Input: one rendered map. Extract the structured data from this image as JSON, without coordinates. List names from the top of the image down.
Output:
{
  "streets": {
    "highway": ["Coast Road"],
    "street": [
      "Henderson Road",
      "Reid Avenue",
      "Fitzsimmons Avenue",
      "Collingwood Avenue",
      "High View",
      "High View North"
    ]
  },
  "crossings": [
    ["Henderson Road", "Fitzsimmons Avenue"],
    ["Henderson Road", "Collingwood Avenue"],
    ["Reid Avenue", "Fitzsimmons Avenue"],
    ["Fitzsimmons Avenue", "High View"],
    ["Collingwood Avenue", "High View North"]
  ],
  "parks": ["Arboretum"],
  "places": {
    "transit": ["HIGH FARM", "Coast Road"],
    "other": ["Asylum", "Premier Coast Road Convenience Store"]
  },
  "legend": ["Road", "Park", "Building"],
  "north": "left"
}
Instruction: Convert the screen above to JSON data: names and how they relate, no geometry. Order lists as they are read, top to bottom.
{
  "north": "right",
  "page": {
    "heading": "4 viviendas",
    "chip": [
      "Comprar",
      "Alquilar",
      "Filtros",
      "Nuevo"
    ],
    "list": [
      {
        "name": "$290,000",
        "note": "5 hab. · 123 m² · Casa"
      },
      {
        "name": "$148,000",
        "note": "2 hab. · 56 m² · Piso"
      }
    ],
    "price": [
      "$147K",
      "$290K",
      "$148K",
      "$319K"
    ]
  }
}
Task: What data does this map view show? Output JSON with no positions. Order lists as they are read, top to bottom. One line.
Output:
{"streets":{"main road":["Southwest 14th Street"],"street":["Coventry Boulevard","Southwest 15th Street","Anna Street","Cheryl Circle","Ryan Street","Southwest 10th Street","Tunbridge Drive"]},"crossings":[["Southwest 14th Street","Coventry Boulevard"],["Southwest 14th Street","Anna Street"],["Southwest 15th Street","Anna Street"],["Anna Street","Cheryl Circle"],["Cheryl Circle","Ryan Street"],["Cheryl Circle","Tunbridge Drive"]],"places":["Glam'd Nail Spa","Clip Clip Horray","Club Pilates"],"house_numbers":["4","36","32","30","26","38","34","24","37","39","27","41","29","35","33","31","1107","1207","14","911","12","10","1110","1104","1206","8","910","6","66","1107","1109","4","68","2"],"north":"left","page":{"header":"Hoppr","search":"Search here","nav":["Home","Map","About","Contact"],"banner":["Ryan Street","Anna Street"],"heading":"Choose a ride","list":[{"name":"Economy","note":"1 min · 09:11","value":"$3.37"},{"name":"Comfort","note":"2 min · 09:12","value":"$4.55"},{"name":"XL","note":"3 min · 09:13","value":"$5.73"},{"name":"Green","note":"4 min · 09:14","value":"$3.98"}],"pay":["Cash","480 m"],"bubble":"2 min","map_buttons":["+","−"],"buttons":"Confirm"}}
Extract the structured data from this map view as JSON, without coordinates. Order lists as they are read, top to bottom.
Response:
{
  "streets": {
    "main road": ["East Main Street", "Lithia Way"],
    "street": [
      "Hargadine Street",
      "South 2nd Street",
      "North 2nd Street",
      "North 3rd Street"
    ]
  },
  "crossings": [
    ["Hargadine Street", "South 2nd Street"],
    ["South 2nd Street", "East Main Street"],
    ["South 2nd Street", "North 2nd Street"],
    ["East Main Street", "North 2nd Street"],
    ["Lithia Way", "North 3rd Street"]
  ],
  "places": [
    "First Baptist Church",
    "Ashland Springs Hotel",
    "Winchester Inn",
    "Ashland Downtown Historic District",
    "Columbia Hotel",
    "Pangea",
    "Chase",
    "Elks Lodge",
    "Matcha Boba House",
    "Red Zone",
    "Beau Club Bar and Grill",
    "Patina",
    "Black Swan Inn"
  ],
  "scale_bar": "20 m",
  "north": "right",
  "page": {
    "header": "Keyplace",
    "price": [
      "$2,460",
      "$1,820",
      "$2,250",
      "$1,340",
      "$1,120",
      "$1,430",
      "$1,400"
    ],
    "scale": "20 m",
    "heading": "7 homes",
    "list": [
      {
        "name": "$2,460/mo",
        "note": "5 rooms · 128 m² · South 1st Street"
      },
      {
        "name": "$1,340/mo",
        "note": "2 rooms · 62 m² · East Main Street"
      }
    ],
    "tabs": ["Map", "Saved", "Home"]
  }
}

···

● DIRECTIONS FOR THIS TASK:
From the records above, copy every line that holds the word "Coast".

● PROBLEM SOLUTION:
    "highway": ["Coast Road"],
    "transit": ["HIGH FARM", "Coast Road"],
    "other": ["Asylum", "Premier Coast Road Convenience Store"]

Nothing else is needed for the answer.